◆ Task objective ◆
This task calls for copying every line of the records that includes the word "bounding".

Stored entries:
***

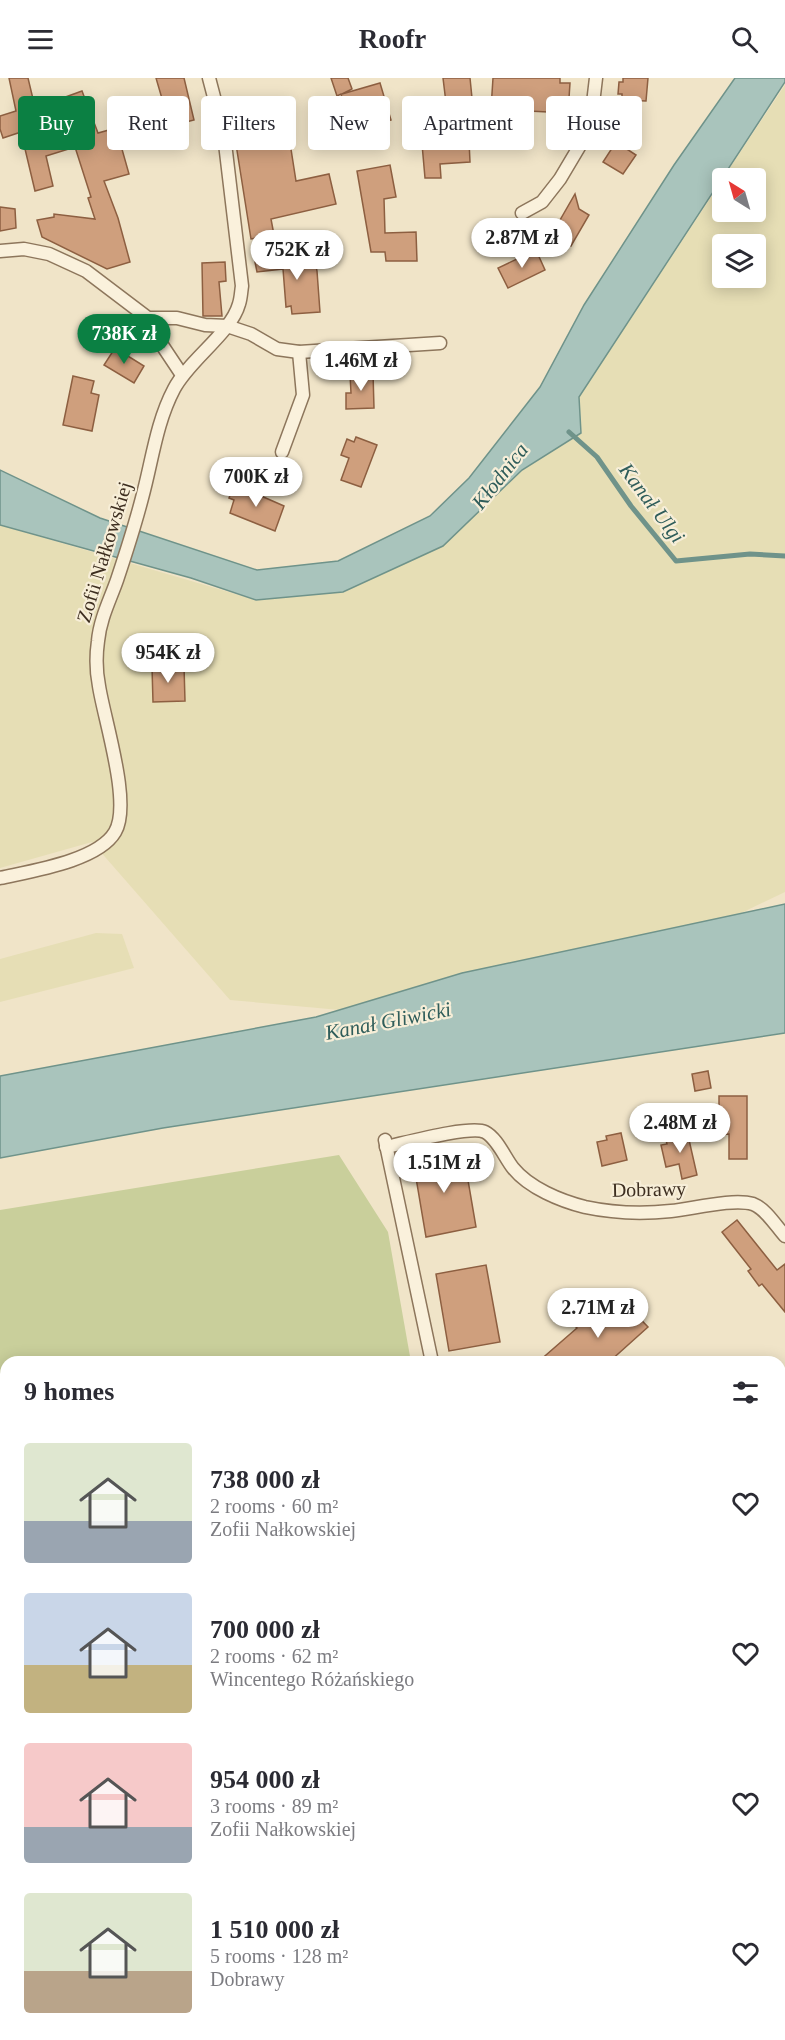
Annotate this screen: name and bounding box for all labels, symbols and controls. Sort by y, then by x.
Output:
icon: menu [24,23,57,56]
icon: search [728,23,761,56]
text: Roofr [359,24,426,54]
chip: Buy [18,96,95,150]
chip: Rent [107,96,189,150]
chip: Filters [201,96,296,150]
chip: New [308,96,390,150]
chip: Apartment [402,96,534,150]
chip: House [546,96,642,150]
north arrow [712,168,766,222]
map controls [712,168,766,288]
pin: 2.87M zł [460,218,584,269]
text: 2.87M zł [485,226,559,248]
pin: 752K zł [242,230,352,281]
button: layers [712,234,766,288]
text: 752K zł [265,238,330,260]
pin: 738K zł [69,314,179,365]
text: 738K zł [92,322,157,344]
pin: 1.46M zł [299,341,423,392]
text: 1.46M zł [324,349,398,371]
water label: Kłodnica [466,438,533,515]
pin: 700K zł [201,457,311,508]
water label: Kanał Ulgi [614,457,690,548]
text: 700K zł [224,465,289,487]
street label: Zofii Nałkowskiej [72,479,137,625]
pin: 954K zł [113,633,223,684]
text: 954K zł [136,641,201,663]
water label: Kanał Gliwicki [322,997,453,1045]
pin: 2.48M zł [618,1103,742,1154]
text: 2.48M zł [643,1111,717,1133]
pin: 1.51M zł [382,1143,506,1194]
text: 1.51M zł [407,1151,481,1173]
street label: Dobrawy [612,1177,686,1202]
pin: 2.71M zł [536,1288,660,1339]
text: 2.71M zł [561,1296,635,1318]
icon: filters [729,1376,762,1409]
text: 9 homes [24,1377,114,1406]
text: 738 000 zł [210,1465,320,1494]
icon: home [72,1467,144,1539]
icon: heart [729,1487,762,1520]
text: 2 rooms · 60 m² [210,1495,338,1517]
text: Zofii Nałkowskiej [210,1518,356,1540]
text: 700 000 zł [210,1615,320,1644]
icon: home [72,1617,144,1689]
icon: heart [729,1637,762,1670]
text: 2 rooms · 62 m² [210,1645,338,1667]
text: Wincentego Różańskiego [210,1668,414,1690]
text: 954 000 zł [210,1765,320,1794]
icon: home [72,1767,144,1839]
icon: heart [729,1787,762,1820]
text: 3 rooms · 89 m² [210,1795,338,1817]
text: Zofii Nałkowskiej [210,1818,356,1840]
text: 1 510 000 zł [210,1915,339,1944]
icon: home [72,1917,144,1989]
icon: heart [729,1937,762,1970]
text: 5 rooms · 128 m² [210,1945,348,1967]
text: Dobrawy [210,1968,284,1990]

***

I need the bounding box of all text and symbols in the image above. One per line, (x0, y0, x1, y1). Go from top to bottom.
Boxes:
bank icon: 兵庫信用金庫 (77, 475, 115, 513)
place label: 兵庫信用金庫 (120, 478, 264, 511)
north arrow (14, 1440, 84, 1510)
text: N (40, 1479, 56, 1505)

***

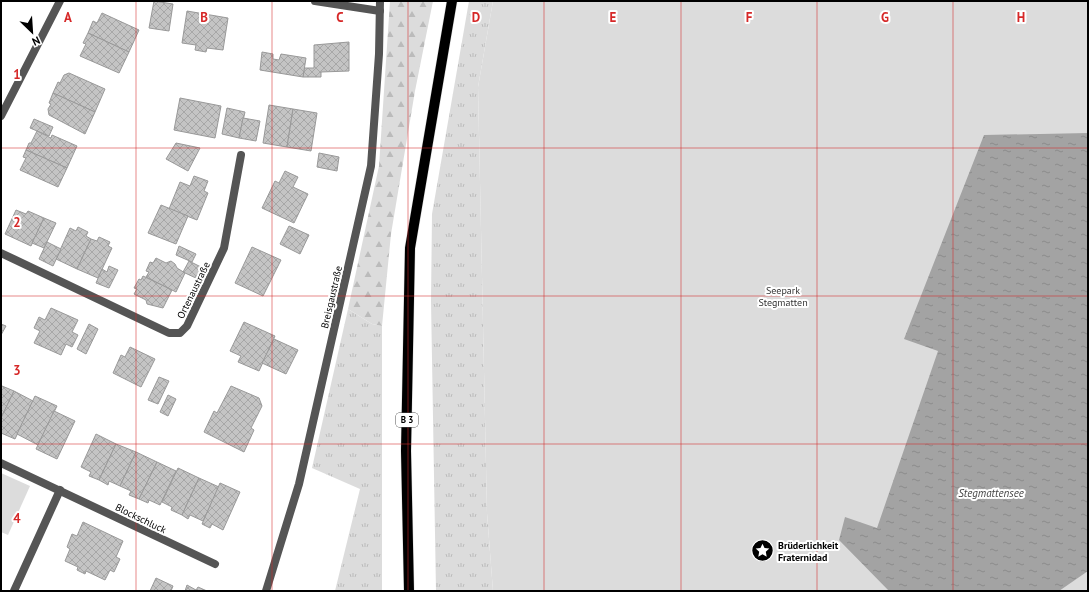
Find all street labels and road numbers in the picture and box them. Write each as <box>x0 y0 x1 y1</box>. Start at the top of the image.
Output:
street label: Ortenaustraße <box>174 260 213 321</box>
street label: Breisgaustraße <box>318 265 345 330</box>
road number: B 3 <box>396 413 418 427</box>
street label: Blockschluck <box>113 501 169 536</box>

***

◆ Exercise result ◆
Annotate this screen: name and bounding box for all labels, symbols and controls. Sort by y, then by x.
I need the bounding box of all text and symbols in the image above. One per line, (x0, y0, x1, y1). Go from top to bottom.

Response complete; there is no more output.